What do A-Rod and Wall Street Executives have in Common?

What do A-Rod and Wall Street Executives have in Common?Major league baseball, Wall Street, and companies don’t cheat. Baseball players and company executives cheat. They are the decision-makers. Agencies provide names if the cheater is a sports figure – he is the company. But, all too often, Wall Street executives are not named because their companies protect them from civil suits and criminal indictments.

Numbers drive the careers of baseball players and Wall Street executives. Baseball has batting averages, RBIs, and homeruns. Wall Street executives have investment performance, profitability, and revenue growth. There are some significant differences, but A-Rod could be one of those Wall Street executives. He admitted to cheating when he used PEDs to improve his results. The increased performance produced bigger contracts that amounted to tens of millions of dollars that he would not have received if he did not cheat. The key executives at several major Wall Street firms also cheated to improve bottom-line results when they created and sold toxic investments to their clients. They received seven, eight, and nine figure bonuses they did not deserve for increasing company profits.

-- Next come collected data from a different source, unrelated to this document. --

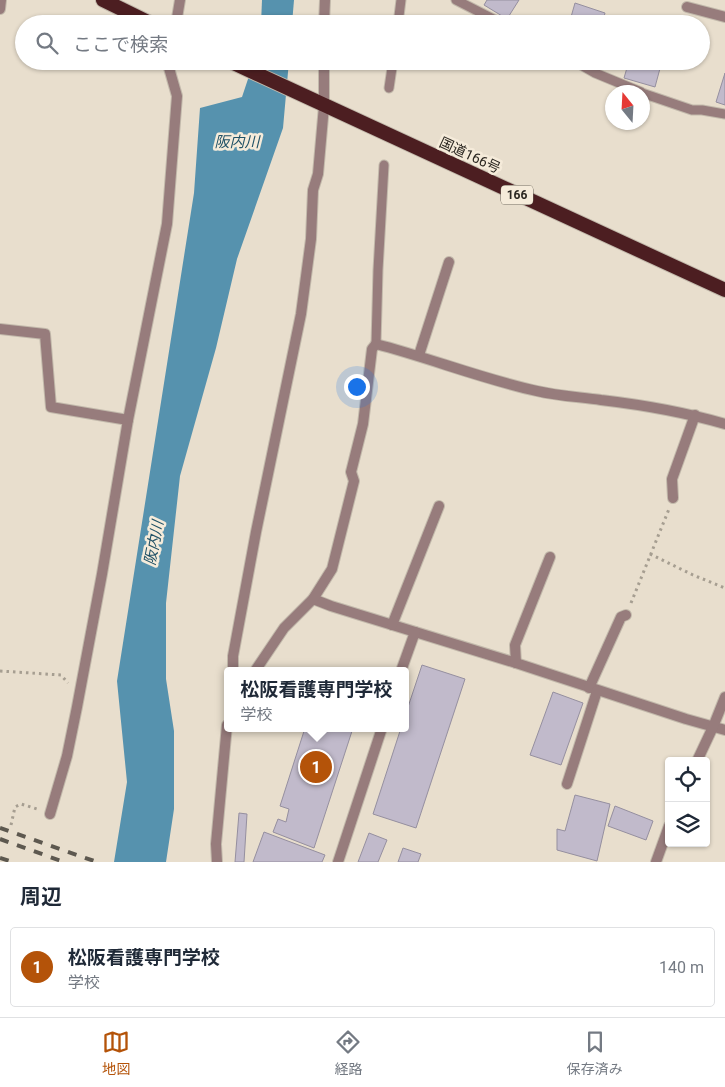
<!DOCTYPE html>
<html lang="ja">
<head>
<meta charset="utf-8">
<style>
	body { margin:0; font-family:Roboto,"Noto Sans JP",sans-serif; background:#f2f2f3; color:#1f2937 }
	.controls { position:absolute; right:15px; bottom:15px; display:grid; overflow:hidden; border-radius:5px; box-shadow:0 1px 4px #0004 }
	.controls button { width:45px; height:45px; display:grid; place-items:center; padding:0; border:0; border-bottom:1px solid #e0e1e3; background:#fff; color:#1f2937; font:25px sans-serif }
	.compass { position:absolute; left:605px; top:85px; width:45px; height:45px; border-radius:50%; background:#fff; box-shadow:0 1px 4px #0004; rotate:342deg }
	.you { position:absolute; left:356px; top:386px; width:18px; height:18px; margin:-12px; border:4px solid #fff; border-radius:50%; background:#1a73e8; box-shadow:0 0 0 8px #1a73e833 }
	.badge { display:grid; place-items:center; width:32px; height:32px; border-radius:50%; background:#b45309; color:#fff; font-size:16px; font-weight:700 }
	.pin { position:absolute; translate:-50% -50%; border:2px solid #fff; box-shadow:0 1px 5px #0006 }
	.popup { position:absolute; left:224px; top:667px; width:185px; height:65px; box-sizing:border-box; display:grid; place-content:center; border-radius:5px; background:#fff; filter:drop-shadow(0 1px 4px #0005); font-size:16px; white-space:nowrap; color:#747a83 }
	.popup b { font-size:19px; color:#1f2937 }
	.popup::after { content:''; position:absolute; left:50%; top:100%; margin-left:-10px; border:10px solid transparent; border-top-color:#fff }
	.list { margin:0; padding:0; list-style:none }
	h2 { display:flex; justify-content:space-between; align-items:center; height:65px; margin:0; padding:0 20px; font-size:21px }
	h2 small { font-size:16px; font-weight:400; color:#747a83 }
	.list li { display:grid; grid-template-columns:32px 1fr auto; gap:15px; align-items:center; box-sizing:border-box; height:80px; margin:0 10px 10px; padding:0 10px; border:1px solid #e0e1e3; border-radius:5px }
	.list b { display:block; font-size:19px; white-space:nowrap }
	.list p { margin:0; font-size:16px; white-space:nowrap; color:#747a83 }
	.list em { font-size:16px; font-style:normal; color:#747a83 }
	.icon { flex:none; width:28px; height:28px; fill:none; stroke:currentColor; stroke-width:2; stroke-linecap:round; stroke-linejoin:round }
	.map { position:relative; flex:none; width:725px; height:862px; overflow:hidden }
	.search { position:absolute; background:#fff; box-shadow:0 1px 4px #0004; left:15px; right:15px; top:15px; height:55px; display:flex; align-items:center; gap:12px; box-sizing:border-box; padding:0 18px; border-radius:28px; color:#747a83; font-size:19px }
	.sheet { height:155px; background:#fff }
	nav { display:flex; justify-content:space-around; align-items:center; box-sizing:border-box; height:70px; border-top:1px solid #e0e1e3; background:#fff; font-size:14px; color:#747a83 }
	nav a { display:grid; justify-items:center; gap:2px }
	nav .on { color:#b45309 }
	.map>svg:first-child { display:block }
	.water { fill:#5692ae }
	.building { fill:#c1bacb; stroke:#958f9f }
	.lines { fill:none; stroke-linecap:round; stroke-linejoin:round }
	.service-casing { stroke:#c2b9ab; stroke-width:11 }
	.minor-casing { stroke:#c2b9ab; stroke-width:12 }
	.trunk-casing { stroke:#c2b9ab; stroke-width:16 }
	.path { stroke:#a69e91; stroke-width:3; stroke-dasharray:2.5 4; stroke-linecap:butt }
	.service { stroke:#977c7c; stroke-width:9 }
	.minor { stroke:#977c7c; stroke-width:10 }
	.trunk { stroke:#4c1e21; stroke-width:14 }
	.rail { stroke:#5d584f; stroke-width:4; stroke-dasharray:9 9; stroke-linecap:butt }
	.labels { text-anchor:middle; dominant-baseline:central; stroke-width:5; stroke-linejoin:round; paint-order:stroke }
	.shield { fill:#f5ebda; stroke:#686258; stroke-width:1 }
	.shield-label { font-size:12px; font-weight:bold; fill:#2b2721 }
	.street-label { font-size:14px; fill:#2b2721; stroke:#f5ebda }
	.water-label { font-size:15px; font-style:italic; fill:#215267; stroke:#f5ebda }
</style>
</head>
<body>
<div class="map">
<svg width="725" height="862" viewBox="0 0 725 862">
	<rect width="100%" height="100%" fill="#e8decd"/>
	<!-- water -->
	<g class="water">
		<path d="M262 0H294L292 24H261Z"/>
		<path d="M254 61H289L283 128 237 259 216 348 180 476 166 603V679L174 731V809L166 862H114L127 782 117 681 194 193 200 108 242 97Z"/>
	</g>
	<!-- building -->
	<g class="building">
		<path d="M487 0H519L507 19 484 5Z"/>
		<path d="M575 3 605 13 602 24H569Z"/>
		<path d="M629 61H662L655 87 624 78Z"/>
		<path d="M725 73V105L716 102Z"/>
		<path d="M422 665 465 679 416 828 373 814 401 728H405V716Z"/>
		<path d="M553 692 583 703 561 765 530 755Z"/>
		<path d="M305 728H353L314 848 273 832 278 819 286 822 289 809 280 806Z"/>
		<path d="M575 795 610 804 597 861 557 850V829L565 831Z"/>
		<path d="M615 806 653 821 646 840 608 826Z"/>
		<path d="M239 813 247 814 244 862H235Z"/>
		<path d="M264 832 325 855 322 862H253Z"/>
		<path d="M369 833 387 840 378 862H358Z"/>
		<path d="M403 848 421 854 418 862H398Z"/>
	</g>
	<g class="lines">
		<!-- service casing -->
		<g class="service-casing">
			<g id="service">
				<path d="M456 0 503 24"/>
				<path d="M398 24 401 0"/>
				<path d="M574 61 595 73 641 92"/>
				<path d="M389 88 393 61"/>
				<path d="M642 93 692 110H702L725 114"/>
				<path d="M376 344 378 270 384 165"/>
			</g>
		</g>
		<!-- minor casing -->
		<g class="minor-casing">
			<g id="minor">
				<path d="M687 7 725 17"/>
				<path d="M0 9 1 0"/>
				<path d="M176 24 180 0"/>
				<path d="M324 24 325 0"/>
				<path d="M0 329 45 334 51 407 128 420"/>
				<path d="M419 355 449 262"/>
				<path d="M673 498 672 479 695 415"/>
				<path d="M313 599 331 606 516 663 686 719 725 730"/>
				<path d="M392 625 439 506"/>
				<path d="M516 663 515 645 550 557"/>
				<path d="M233 671V656L256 532 301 314 311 239 313 190 318 174 324 106V61"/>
				<path d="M255 671 284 628 313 599 332 569 354 481 351 472 363 424 372 349 376 344C430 358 482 379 537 391 558 396 580 397 601 400 644 405 684 412 725 424"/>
				<path d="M401 671 415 632"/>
				<path d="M589 688 621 617 626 615"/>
				<path d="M697 761 713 727 725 697"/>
				<path d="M567 784 597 691"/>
				<path d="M50 814 67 756 77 707 102 574 128 420 167 224 177 96 169 68 170 61"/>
				<path d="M217 862 216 844 227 725"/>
				<path d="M338 862 382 728"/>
				<path d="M656 862 669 826"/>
			</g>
		</g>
		<!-- trunk casing -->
		<g class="trunk-casing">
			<g id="trunk">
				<path d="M103 0 152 24"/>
				<path d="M229 61 725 290"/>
			</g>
		</g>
		<!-- path -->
		<g class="path">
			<path d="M650 554 693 575 725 588"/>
			<path d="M631 603 669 509"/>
			<path d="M0 671 61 675 68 683"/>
			<path d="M11 825 15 807 21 804 37 809"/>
		</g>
		<!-- service -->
		<use href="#service" class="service"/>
		<!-- minor -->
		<use href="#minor" class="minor"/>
		<!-- trunk -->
		<use href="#trunk" class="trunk"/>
		<!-- rail -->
		<g class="rail">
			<path d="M0 828 97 862"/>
			<path d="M0 839 64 862"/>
			<path d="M0 858 13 862"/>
		</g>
	</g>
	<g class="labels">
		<!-- shield labels -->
		<rect class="shield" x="501" y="185.5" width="32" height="19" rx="4"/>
		<g class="shield-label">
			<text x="517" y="195">166</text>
		</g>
		<!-- street labels -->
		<g class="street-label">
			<text transform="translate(470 155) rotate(25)">国道166号</text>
		</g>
		<!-- water labels -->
		<g class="water-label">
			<text x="237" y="142">阪内川</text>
			<text transform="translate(154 543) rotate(-79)">阪内川</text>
		</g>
	</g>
</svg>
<div class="controls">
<button><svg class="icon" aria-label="locate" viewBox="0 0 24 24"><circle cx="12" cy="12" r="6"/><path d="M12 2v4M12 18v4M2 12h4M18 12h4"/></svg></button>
<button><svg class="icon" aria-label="layers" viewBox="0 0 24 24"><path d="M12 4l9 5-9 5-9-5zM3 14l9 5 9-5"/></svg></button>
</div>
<svg class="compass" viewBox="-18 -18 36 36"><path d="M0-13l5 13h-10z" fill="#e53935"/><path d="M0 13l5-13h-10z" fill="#747a83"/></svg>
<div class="you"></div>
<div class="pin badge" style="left:316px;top:767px">1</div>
<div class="popup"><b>松阪看護専門学校</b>学校</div>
<div class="search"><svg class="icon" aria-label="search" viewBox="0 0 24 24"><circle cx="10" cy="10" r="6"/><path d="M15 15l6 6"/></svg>ここで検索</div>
</div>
<section class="sheet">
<h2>周辺<small></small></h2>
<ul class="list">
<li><span class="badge">1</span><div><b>松阪看護専門学校</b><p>学校</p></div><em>140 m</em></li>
</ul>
</section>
<nav>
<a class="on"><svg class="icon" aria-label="map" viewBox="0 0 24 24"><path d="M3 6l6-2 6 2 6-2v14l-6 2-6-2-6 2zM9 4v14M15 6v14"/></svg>地図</a>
<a><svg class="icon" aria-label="directions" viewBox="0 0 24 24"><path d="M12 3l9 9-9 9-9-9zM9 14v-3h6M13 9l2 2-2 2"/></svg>経路</a>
<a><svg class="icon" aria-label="saved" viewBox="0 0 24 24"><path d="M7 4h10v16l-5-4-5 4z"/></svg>保存済み</a>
</nav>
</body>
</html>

Joe Morgan, the highly regarded baseball announcer, had it right when he said, “It is all about risk and reward”. He was referring to baseball where the potential rewards for cheating are in the hundreds of millions of dollars and the potential risk, if you are caught, is in the millions or tens of millions range.

Cheating in both industries produces huge financial benefits: $20 million annual salaries, major endorsement deals, and multi-year contracts if you are a baseball player. $50 million bonuses, increased stock options, and private jets if you are a Wall Street executive. The media vilifies the financial services executives as greedy. I say they are smart. For them, cheating is a risk-free strategy that produces millions of dollars of additional compensation.

What is the risk? A-Rod is appealing a suspension of 200+ games for his PED use and he may lose some endorsement deals. Wall Street executives may have to pay back some of their bonus money, or they may lose jobs. But, that is rare because they are the top executives at their firms and they have a lot of friends on their Boards of Directors. There is also a good chance the company will pay the fine for the executive. After all, the company was the main beneficiary of the executive’s decision to cheat clients.

Ultimately, it gets down to the risk of getting caught versus the rewards of not getting caught. However, the risk is insignificant when the rewards are several times greater than the penalties. And there is no risk if Wall Street companies pay the penalties. And, forget jail. When was the last time a senior Wall Street executive went to jail for defrauding investors. The agencies that regulate Wall Street prefer fines without admitting guilt. The agencies avoid legal battles and collect substantial fines. The only losers are investors who may get back ten cents on the dollar – if they are lucky.

What can investors do to protect their financial interests? Move their money from corrupt Wall Street firms to independent Registered Investment Advisors. There are no executives and the risks of cheating far outweigh the rewards of cheating at these firms.